From Publishers Weekly
A mother's worst nightmare threatens to become reality in Hepinstall's third novel. Unlike her first two Southern gothic creations (Absence of Nectar and The House of Gentle Men), this haunting tale takes a more contemporary, less regional spin, trading folkloric poetry for a primal, metaphoric landscape. In clean, economical prose, Hepinstall examines how far an unstable mother will go in order to protect her child. After an explosion set off by a janitor with a grudge at her son Duncan's Ohio school kills one child and injures several others, Martha is terrified for his safety. She decides the only way to protect him is to run away to a remote cave on the Rio Grande. Her distraught husband, David, thinks she has lost all contact with reality and hires William Travis, a private investigator, to find her and bring her back for treatment. But he doesn't count on Martha falling in love with the detective, who calls himself Andrew. "I was trapped between two competing kinds of love, a river squeezed by its border countries," muses Martha as she struggles to keep her son safe in an unsafe world and fights her newfound desire. When David finally tracks them down and forces her to make a decision, Martha must confront the boundaries of reality and fantasy. The dreamlike setting enhances the psychological suspense in this taut tale of loss and discovery.
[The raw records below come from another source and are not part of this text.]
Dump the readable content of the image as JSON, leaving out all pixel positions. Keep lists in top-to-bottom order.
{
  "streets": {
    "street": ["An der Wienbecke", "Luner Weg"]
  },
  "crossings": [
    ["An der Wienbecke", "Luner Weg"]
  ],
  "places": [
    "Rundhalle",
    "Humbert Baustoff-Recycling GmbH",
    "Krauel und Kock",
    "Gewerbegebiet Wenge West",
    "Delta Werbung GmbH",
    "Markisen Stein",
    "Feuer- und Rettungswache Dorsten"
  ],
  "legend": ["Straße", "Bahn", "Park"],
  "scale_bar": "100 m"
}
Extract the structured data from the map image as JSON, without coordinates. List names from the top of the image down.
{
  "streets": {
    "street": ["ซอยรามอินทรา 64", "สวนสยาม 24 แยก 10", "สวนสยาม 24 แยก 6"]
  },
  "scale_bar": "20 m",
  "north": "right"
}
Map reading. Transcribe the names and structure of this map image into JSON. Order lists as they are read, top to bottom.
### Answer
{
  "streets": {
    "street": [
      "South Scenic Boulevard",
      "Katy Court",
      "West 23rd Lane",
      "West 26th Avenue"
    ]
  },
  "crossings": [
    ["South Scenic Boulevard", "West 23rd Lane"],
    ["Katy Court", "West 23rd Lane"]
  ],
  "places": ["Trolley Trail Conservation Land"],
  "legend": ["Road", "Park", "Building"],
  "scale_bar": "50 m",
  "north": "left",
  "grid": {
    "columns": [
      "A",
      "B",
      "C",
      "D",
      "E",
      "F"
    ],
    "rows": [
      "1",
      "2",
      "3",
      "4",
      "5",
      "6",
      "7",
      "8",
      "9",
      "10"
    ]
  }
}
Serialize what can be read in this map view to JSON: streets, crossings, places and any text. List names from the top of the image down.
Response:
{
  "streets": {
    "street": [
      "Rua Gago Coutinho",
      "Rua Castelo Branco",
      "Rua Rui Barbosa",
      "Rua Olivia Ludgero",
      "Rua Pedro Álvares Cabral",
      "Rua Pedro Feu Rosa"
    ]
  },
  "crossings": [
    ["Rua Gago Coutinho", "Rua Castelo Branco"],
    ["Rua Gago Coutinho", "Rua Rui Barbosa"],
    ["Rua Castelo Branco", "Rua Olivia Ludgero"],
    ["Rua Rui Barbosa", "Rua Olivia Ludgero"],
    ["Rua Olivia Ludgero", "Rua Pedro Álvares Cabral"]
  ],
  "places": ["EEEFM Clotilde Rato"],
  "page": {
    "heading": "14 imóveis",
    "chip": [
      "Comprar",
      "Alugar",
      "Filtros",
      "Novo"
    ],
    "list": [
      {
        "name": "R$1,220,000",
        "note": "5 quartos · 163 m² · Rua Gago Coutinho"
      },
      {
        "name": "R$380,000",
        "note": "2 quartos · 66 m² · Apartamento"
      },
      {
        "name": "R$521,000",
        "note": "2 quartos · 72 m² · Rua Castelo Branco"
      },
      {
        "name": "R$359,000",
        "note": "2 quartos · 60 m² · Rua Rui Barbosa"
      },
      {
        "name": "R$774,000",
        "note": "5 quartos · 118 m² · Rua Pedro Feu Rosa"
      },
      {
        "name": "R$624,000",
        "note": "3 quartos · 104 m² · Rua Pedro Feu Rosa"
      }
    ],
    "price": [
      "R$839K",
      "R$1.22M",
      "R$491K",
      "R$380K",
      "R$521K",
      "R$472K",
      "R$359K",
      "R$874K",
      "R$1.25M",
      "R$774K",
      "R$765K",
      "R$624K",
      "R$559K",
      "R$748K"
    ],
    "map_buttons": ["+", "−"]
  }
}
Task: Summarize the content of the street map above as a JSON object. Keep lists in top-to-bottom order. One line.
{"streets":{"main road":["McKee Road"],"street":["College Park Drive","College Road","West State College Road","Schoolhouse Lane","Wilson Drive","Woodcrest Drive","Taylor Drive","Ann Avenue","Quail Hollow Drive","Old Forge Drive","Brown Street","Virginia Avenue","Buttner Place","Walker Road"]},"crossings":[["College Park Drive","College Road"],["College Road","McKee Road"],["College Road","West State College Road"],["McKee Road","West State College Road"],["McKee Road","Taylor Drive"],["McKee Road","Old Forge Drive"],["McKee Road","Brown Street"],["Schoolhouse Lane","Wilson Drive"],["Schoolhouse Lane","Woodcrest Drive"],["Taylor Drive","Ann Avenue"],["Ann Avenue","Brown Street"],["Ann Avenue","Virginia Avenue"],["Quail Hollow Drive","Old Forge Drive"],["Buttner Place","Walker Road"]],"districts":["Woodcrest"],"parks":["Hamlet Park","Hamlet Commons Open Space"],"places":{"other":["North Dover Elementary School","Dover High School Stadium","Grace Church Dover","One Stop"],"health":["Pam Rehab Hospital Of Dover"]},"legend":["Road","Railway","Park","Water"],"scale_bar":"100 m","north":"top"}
Copyright 2002 Reed Business Information, Inc.
From Booklist
Sanity sways on a pendulous thread in Hepinstall's unorthodox novel about a mother who will go to any length to protect her young son. After a neighborhood girl is murdered, Martha Wells whisks her six-year-old son, Duncan, off to a secluded cave near the Rio Grande to shelter him from a world she now sees as monstrous. David Warden, Martha's husband, is desperate to find her, believing her to be unbalanced and in dire need of medical attention. He hires a reputable detective to retrace her steps, but the duplicitous investigator falls in love with Martha and never returns. Martha is unaware that the gentle stranger she slowly learns to trust is a man hired by her husband to bring her home. With the exception of her drastic move to the cave, Martha is a coherent and loving mother who does not appear to be the lunatic described by David. Hepinstall's quirky novel takes a shocking and unanticipated turn at the end that will surprise even the most intuitive reader.